TestContainer Initialization & Tear Down
beforeAll(async () => {
await TestContainer.create(
{
importFrom: [OctoAwsCdkPackageMock],
},
{ factoryTimeoutInMs: 500 },
);
});
The TestContainer class is initialized at the beginning of the test to create a new Container. It allows you to mock factories, and import other mocks.
The OctoAwsCdkPackageMock is one such pre-build set of mocks that mocks all AWS calls to ensure that your tests don't accidentally change resources in AWS.
In the TestContainer we also set the Container factory resolution timeout from 5s to 500ms in order to fail fast. Its just good practice, because if a factory is not resolved within a few milliseconds, that factory is possibly doing something wrong.
afterAll(async () => {
await TestContainer.reset();
});
Opposite of initialization, the TestContainer should be teared down before the next test file is run. This would just empty the Container, and reset all imported mocks.

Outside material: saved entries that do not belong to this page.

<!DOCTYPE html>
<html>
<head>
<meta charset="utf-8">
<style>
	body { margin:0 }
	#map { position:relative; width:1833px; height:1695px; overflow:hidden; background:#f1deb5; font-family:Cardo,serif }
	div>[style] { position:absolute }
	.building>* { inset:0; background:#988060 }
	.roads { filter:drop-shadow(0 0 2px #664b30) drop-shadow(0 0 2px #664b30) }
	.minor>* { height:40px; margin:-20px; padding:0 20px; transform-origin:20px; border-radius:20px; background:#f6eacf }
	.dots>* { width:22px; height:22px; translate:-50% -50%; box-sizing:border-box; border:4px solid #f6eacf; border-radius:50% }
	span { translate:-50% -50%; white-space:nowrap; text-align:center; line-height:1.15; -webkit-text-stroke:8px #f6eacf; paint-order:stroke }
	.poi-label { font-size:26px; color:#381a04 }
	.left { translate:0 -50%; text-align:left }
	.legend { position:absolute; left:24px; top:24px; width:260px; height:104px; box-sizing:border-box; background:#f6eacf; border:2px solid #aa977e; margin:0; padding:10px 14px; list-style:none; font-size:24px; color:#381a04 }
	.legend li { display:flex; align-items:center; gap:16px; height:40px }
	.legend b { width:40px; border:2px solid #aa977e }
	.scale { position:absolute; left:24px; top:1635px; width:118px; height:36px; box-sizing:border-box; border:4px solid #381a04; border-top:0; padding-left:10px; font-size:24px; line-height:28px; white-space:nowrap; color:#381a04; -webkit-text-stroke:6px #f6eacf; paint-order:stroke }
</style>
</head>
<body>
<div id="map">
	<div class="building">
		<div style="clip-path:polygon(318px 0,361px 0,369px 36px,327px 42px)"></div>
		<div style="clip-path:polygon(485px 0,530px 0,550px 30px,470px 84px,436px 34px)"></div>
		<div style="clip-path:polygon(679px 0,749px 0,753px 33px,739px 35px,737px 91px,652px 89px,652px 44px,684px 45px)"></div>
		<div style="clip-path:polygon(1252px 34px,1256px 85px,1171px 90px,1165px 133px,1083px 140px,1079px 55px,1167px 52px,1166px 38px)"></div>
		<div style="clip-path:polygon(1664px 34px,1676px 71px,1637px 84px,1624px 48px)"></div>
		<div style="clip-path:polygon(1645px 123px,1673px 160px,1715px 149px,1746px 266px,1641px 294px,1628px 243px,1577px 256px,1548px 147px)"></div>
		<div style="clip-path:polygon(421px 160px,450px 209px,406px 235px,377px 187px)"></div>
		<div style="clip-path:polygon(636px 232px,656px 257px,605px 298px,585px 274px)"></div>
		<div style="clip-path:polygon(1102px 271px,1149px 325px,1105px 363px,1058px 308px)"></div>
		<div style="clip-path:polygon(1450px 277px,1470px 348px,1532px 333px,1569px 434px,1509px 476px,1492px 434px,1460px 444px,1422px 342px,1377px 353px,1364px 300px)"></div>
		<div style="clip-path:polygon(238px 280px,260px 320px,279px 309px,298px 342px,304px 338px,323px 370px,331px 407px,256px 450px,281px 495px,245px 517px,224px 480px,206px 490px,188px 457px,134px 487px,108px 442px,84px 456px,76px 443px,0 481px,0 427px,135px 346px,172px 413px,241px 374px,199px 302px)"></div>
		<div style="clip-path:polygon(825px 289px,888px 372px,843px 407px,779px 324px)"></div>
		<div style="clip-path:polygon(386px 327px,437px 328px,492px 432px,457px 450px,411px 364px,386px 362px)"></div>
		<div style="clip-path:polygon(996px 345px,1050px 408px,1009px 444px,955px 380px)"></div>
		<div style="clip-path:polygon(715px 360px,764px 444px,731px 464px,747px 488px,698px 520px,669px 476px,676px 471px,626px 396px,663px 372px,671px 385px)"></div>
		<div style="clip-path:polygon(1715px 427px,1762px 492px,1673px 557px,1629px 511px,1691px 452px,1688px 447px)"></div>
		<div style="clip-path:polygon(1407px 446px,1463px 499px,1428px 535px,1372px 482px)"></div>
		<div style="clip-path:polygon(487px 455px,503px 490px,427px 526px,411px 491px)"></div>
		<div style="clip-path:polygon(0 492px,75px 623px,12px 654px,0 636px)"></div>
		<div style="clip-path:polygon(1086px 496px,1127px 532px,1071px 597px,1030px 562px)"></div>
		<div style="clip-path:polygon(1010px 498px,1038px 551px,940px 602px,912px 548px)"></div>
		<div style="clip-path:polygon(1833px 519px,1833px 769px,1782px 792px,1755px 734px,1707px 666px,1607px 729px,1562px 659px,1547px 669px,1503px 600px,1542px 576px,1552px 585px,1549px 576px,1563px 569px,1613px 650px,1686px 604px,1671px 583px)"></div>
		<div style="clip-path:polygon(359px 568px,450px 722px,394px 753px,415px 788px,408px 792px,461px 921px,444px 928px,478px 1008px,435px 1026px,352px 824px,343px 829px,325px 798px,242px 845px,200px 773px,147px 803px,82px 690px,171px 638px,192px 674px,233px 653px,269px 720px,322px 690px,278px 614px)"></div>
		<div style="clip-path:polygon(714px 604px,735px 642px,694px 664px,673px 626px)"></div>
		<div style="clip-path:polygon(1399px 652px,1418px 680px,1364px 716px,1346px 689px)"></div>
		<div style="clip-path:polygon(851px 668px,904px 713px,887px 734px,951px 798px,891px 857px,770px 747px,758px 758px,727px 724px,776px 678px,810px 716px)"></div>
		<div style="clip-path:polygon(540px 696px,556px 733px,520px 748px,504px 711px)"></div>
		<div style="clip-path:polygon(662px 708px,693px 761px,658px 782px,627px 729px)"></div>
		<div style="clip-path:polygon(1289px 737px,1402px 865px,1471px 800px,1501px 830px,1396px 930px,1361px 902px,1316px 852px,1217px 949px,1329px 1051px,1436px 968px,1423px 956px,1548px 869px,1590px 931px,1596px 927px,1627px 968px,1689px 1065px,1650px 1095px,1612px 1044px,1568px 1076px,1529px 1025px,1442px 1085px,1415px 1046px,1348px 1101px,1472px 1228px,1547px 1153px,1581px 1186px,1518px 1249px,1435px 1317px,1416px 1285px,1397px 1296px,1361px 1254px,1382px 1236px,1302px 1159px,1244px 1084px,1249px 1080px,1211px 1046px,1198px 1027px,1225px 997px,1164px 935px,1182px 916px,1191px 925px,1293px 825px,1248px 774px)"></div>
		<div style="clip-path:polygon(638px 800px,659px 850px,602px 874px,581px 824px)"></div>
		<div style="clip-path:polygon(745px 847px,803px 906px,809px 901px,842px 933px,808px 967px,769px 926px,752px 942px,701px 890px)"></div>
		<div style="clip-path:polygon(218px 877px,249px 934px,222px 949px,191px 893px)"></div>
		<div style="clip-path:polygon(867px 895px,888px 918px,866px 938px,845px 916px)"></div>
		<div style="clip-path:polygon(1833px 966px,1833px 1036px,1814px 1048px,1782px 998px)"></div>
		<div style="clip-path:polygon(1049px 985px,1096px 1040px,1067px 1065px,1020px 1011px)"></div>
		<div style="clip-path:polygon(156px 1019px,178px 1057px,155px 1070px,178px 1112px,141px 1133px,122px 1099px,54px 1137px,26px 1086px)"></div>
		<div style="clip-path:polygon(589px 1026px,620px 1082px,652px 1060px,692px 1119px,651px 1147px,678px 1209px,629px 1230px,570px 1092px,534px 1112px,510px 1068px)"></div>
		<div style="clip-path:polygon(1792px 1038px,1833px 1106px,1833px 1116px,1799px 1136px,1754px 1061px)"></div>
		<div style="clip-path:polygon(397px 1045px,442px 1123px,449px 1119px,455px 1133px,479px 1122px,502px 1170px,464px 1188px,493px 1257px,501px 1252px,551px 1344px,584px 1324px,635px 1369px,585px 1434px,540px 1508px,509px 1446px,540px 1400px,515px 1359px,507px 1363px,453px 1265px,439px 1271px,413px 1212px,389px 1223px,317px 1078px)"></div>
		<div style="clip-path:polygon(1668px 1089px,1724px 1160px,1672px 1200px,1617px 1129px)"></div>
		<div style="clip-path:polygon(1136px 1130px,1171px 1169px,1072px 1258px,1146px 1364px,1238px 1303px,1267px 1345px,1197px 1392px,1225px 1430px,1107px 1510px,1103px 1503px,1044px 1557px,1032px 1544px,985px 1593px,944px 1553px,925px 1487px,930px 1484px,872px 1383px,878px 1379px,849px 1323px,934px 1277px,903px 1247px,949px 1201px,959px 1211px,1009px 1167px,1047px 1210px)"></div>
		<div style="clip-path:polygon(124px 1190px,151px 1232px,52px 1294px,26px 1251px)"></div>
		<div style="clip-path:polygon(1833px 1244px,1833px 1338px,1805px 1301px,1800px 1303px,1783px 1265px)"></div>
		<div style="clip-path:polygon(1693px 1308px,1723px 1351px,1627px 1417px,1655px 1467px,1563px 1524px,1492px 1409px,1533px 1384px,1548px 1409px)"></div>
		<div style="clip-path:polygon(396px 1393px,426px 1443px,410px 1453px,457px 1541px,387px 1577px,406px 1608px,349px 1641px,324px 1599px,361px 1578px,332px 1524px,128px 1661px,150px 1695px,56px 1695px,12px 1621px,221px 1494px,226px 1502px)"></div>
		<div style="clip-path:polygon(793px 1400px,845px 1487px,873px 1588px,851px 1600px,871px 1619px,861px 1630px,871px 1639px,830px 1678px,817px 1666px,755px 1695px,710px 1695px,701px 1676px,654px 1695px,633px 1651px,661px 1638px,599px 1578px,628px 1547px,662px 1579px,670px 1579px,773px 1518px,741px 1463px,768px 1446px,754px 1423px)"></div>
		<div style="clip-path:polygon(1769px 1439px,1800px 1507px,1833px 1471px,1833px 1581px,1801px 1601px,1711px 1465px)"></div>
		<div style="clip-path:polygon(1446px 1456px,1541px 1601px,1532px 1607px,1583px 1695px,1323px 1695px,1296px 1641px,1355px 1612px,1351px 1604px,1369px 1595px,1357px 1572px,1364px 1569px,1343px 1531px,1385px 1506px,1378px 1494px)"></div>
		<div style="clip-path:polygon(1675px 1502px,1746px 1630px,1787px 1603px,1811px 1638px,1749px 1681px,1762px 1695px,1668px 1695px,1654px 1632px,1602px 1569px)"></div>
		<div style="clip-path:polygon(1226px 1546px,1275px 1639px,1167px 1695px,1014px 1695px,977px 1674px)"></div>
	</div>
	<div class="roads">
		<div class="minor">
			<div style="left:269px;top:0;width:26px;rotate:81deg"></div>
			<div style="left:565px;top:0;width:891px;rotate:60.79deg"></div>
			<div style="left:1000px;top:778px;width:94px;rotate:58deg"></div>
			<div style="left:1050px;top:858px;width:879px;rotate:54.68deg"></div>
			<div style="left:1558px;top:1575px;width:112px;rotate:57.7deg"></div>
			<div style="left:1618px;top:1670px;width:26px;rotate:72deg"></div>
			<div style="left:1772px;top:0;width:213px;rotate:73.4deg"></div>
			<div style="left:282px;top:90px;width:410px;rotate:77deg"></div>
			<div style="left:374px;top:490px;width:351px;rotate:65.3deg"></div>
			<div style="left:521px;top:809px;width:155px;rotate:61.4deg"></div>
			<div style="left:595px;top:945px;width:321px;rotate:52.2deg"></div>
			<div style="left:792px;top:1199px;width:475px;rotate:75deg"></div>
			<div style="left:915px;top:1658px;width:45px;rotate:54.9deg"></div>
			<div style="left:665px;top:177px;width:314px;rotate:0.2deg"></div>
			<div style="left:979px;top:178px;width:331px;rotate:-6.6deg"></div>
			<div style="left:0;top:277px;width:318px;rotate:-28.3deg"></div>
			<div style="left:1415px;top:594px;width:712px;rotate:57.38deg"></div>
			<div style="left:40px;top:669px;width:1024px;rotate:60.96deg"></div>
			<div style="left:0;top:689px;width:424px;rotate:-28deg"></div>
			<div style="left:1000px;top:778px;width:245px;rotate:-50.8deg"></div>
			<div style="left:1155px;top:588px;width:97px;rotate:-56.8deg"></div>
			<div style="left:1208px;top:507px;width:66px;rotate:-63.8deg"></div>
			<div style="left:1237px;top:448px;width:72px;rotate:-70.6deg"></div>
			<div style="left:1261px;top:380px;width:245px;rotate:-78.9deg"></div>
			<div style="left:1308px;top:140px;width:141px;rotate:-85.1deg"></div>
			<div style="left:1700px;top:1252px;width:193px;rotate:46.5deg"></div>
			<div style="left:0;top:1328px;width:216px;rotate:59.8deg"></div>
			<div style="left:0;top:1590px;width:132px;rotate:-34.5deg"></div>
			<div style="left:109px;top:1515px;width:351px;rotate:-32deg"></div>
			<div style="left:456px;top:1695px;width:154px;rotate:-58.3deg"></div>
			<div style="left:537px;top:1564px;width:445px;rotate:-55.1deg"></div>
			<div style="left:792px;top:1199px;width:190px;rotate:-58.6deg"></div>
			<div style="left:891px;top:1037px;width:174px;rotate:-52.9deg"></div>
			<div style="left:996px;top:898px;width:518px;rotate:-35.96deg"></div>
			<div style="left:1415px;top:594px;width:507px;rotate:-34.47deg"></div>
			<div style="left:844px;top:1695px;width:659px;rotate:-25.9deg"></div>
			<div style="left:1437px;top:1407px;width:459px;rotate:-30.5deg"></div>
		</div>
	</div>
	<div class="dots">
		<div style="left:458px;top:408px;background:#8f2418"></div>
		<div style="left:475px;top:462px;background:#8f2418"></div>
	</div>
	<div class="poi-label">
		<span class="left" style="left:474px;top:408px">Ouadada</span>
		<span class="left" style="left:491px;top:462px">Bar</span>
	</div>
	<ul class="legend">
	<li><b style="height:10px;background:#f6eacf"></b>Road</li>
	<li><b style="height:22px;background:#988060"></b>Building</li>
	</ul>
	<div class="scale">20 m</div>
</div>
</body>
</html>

TestModuleContainer Initialization & Tear Down
beforeEach(async () => {
testModuleContainer = new TestModuleContainer();
await testModuleContainer.initialize();
});
The TestModuleContainer class is initialized at the beginning of each test to create a new instance of Octo. It allows setting captures, inputs, mocks of other modules, and state providers.
It is essentially the replacement of main.ts
we introduced in the Hello World guide.
Use it to compose, begin, and commit transactions.
afterEach(async () => {
await testModuleContainer.reset();
});
Opposite of initialization, the TestModuleContainer should be teared down before the next test is run. This would reset all modules.
Test Blocks
it('should add a s3 website', async () => {
const appModule = new AppModule();
const app = await appModule.onInit();
expect((await testModuleContainer.commit(app)).resourceTransaction).toMatchInlineSnapshot();
});
A test block during unit testing should test a single module in isolation.
Here, we create a new instance of AppModule
and run its onInit()
method to change the state of app.
Then we commit()
the state of the app, and assert on the resources created in this test.
Summary
In this section we explored how you can write reliable, isolated, meaningful tests in Octo. We only test modules, the models it manipulates, and the resources it generates.